Some claim the Workers came from Switzerland. Switzerland has few surnames of its own, but there are some that are based on names of Swiss places that are peculiar to Switzerland ; i.e. Huber, Bern , Basler, Bessler, Zurich , Zuercher, Ablanalp, Effinger, Geis or Heidegger, Oberlander, Szer, Thies, Klegerman and Schnyder. However, the 1905 Workers' List contains none of these names.
How many names are on the 1905 Workers list which you cannot easily pronounce? How many names appear to be foreign names? How many Scandinavian, Rumanian, Hungarian, Greek, Polish, Jewish, Arabian, Oriental, Dutch, Belgium , French, Italian, Russian, Indian, African sounding names are there on the list? See any Spanish Gonzales, Ramierez, Perez or Rodriguez on the 1905 Workers' List? How many Oriental names? Nguyen, Chung, etc. French names often start with the prefixes Le, De, Des, Du (Dubois, Delacroix, Deveau). See any French names? Just a cursory review of a book on common surnames for various countries will show many common surnames that would be a tremendous challenge for an American to pronounce. Russian, Polish and Italian names are often quite difficult for English-speaking people to pronounce.

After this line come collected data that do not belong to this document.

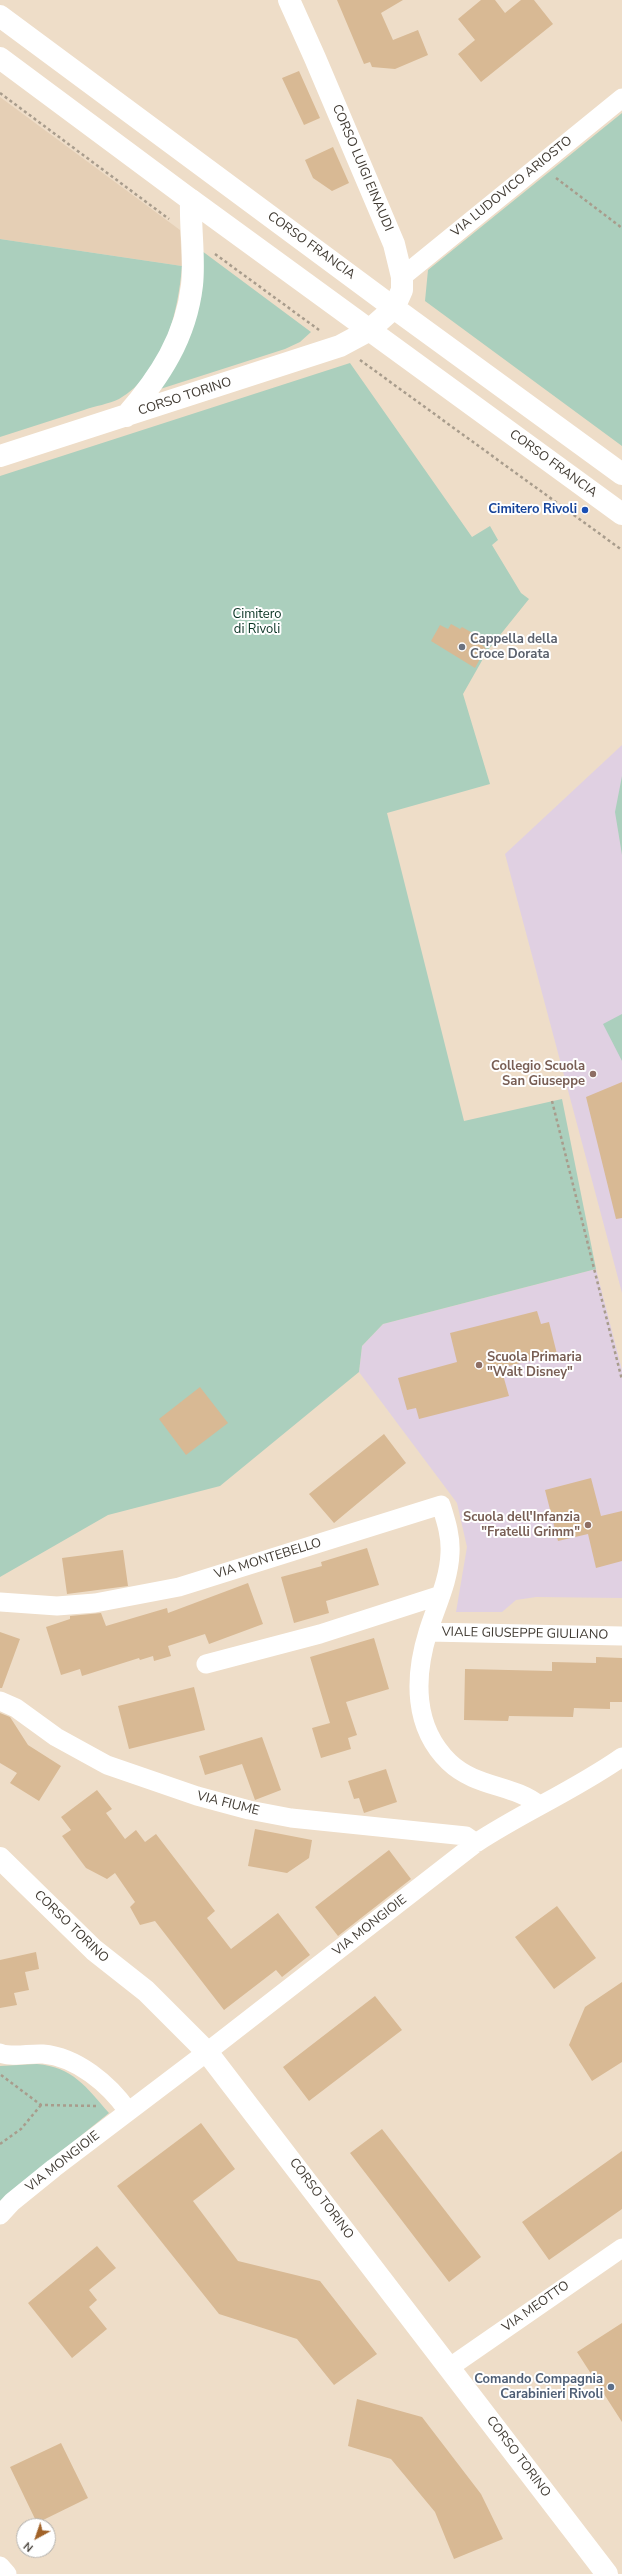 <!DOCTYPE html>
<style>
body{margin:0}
#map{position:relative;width:622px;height:2574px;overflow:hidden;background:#eeddc8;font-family:"Nunito Sans",sans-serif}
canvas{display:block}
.north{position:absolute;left:16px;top:2518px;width:40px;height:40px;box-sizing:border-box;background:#fff;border:1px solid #b3b1ad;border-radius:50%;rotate:220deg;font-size:11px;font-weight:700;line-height:16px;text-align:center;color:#413b33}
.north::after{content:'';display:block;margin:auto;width:14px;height:18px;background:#a16329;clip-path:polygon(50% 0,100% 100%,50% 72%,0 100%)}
</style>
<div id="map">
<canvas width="622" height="2574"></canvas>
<div class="north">N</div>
</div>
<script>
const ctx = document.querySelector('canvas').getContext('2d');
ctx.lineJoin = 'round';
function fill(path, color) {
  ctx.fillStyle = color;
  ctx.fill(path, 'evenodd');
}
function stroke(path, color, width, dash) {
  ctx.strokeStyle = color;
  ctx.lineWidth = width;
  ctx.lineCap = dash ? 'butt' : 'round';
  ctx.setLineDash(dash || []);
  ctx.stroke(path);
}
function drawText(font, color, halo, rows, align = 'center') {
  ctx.font = font + ' "Nunito Sans",sans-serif';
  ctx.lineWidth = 4;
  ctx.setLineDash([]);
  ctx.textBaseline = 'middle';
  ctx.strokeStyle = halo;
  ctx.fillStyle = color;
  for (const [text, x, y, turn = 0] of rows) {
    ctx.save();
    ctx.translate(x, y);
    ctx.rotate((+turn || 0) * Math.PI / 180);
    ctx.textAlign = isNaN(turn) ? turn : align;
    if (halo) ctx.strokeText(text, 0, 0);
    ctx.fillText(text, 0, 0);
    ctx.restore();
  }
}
fill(new Path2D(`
 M 0,97 L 180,230 L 182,266 L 0,239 Z`), '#e5cfb5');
fill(new Path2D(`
 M 622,745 L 622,1293 L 505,854 Z
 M 596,1269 L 622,1370 L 622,1598 L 536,1597 L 516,1600 L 502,1612 L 456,1612 L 467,1547 L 457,1503 L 359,1372 L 362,1346 L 383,1324 Z`), '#e0d0e2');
fill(new Path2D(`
 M 622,113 L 622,446 L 425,301 L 428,270 Z
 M 0,239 L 182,266 C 178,313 164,373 119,399 C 109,404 95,406 84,410 C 56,419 28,428 0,437 Z
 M 198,248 L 311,332 L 300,342 L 285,349 L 154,391 Z
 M 350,363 L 472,537 L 490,526 L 498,540 L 492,545 L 521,593 L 529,599 L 488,650 L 463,694 L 490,784 L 387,813 L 464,1121 L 562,1099 L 596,1269 L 383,1324 L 362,1346 L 359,1372 L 220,1486 L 108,1515 L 0,1577 L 0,476 Z
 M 622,776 L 622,855 L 615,812 Z
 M 622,1014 L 622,1061 L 603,1024 Z
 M 37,2064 C 73,2067 86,2087 109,2113 L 0,2201 L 0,2066 Z`), '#abcfbd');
fill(new Path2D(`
 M 337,0 L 403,0 L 381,13 L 393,40 L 418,30 L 428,55 L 395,69 L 372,67 L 370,62 L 364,64 Z
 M 481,0 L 495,0 L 505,13 L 521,0 L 534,0 L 553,24 L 481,82 L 458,54 L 475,40 L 458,19 Z
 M 299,71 L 320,118 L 304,125 L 282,78 Z
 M 333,147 L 349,183 L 332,191 L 313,178 L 305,160 Z
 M 451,624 L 460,629 L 462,627 L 485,640 L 482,645 L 486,648 L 475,668 L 431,641 L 440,625 L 448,629 Z
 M 622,1082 L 622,1218 L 616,1219 L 586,1097 Z
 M 537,1311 L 541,1324 L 549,1322 L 557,1354 L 501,1368 L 509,1396 L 419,1419 L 416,1408 L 407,1410 L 398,1378 L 457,1362 L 450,1333 Z
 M 200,1387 L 228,1423 L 186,1455 L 159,1419 Z
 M 384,1434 L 406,1463 L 334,1523 L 309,1494 Z
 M 591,1478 L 601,1516 L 622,1511 L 622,1561 L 596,1568 L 588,1534 L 558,1541 L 545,1490 Z
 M 367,1548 L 379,1585 L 326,1601 L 329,1613 L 294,1623 L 281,1577 L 322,1566 L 321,1562 Z
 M 123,1550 L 128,1586 L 67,1594 L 62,1558 Z
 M 248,1583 L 263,1624 L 209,1644 L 205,1634 L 168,1646 L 171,1656 L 154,1661 L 153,1656 L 140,1660 L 139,1658 L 82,1676 L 80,1669 L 61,1675 L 46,1627 L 70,1619 L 70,1616 L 101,1613 L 106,1626 L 167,1608 L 168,1613 Z
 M 0,1632 L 20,1639 L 2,1688 L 0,1688 Z
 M 374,1638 L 389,1689 L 346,1702 L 357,1735 L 348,1738 L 351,1749 L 321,1758 L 312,1728 L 330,1723 L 310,1657 Z
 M 596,1657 L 622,1658 L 622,1702 L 610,1702 L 610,1709 L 574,1708 L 573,1717 L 509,1716 L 508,1721 L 464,1720 L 465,1669 L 552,1671 L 552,1662 L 596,1663 Z
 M 194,1687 L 205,1730 L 129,1749 L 118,1706 Z
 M 0,1713 L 10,1717 L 28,1745 L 61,1766 L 39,1801 L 10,1783 L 17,1773 L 0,1763 Z
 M 262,1737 L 281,1790 L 255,1800 L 242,1764 L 205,1775 L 199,1756 Z
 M 386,1769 L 397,1802 L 364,1813 L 359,1798 L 354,1799 L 348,1781 Z
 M 97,1790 L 112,1809 L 106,1813 L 125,1839 L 136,1830 L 145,1842 L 156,1834 L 215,1911 L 207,1918 L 231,1949 L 278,1913 L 310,1955 L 282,1977 L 276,1970 L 224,2010 L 155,1921 L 140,1925 L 130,1907 L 135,1902 L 115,1873 L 107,1879 L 86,1868 L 62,1836 L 71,1830 L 61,1817 Z
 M 255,1829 L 312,1840 L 309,1858 L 287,1873 L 248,1866 Z
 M 389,1850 L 411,1879 L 338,1936 L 315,1907 Z
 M 557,1906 L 596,1958 L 554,1989 L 515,1937 Z
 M 36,1952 L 39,1969 L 25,1972 L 29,1990 L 14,1993 L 17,2005 L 0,2008 L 0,1960 Z
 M 622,1982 L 622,2062 L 592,2081 L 569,2045 L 585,2007 Z
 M 375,1996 L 402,2030 L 309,2101 L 283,2067 Z
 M 201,2123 L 235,2169 L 193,2201 L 238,2261 L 320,2281 L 377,2354 L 334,2385 L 297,2339 L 219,2314 L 117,2186 Z
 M 382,2129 L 481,2257 L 449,2282 L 350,2153 Z
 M 622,2151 L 622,2209 L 549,2260 L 522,2222 Z
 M 97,2246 L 116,2268 L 89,2290 L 97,2300 L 89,2307 L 107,2329 L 72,2358 L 28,2303 Z
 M 622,2323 L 622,2422 L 577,2352 Z
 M 357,2399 L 422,2417 L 481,2494 L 503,2539 L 454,2559 L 435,2512 L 391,2459 L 348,2446 Z
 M 61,2443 L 88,2498 L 37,2523 L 10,2467 Z`), '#d8b994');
stroke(new Path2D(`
 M 0,93 L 169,219
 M 556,178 L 622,228
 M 215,254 L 319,330
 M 360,360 L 622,550
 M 552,1101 L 622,1380
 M 1,2075 L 41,2105 L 98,2106
 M 0,2144 L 21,2129 L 41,2105`), '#a89c8c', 2.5, [3, 3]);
stroke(new Path2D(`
 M 402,277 L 622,98
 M 0,1602 L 57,1606 L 95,1603 L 179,1587 L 441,1505 C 446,1521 451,1536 450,1553 C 449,1581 436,1606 428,1632 C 414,1677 413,1727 449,1762 C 476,1788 513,1784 539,1805
 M 428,1632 L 622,1636
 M 206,1664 L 320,1634 L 441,1595
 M 0,1701 L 16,1708 L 56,1737 L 107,1765 L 197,1796 L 249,1810 L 291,1818 L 466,1836 L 476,1843
 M 0,2053 C 13,2058 29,2053 43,2054 C 77,2057 109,2084 128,2111
 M 0,2215 L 12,2202 L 54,2168 L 207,2052 L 476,1843 C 523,1812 575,1790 622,1757
 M 450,2367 L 622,2248
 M 0,2566 L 7,2574`), '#fff', 19);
stroke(new Path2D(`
 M 289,0 L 315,58 L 394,244 L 402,277 L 402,290 L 394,308 L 622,474
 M 191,200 L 622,514`), '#fff', 22);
stroke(new Path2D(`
 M 0,16 L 394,308 L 368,331 L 340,346 L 0,456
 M 0,58 L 191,200 C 190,228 195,258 192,285 C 186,337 160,377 126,416
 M 0,1858 L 94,1950 L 146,1991 L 207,2052 L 607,2574`), '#fff', 22);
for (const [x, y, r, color] of [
 [585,510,4,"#1a4fb4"],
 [462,647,4,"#6b7280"],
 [593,1074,4,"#8d6e63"],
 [479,1365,4,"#8d6e63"],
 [588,1525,4,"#8d6e63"],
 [611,2387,4,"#5c6f8a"]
]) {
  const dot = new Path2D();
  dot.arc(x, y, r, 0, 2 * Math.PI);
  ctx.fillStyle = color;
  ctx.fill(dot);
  stroke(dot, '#fff', 1.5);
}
drawText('13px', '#413b33', '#fff', [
 ["CORSO LUIGI EINAUDI",362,168,67],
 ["VIA LUDOVICO ARIOSTO",512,187,-39],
 ["CORSO FRANCIA",311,246,36],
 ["CORSO TORINO",185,397,-18],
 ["CORSO FRANCIA",553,464,36],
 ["VIA MONTEBELLO",268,1559,-17],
 ["VIALE GIUSEPPE GIULIANO",525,1634,1],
 ["VIA FIUME",228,1804,14],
 ["VIA MONGIOIE",370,1926,-38],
 ["CORSO TORINO",71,1927,44],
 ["VIA MONGIOIE",63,2162,-38],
 ["CORSO TORINO",321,2199,53],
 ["VIA MEOTTO",536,2307,-35],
 ["CORSO TORINO",518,2457,53]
]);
drawText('bold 13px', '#164399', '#fff', [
 ["Cimitero Rivoli",577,510]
], 'right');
drawText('13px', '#083222', '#fff', [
 ["Cimitero",257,615],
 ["di Rivoli",257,630]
]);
drawText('bold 13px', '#5b616d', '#fff', [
 ["Cappella della",470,640],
 ["Croce Dorata",470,655]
], 'left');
drawText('bold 13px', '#785e54', '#fff', [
 ["Collegio Scuola",585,1067],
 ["San Giuseppe",585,1082],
 ["Scuola Primaria",487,1358,"left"],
 ["\"Walt Disney\"",487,1373,"left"],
 ["Scuola dell'Infanzia",580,1518],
 ["\"Fratelli Grimm\"",580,1533]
], 'right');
drawText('bold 13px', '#4e5e75', '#fff', [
 ["Comando Compagnia",603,2380],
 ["Carabinieri Rivoli",603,2395]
], 'right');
</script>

Is there a single name on the 1905 List that you cannot pronounce easily? Absence...speaks. Why is it that nearly all the early workers who were pioneers to a foreign country were English, Irish or Scottish? Why were all the head workers throughout the world from Ireland or Scotland ?? Because, "Ireland is the only country where workers weren't imported, but rather exported," as Sydney Holt said so well in his letter dated June 27, 1985. A man who was born and raised in Ireland wrote, "When I realized the part played by William Irvine...that explained why so many of the friends in Ireland had 'Irvine ' as a Christian name."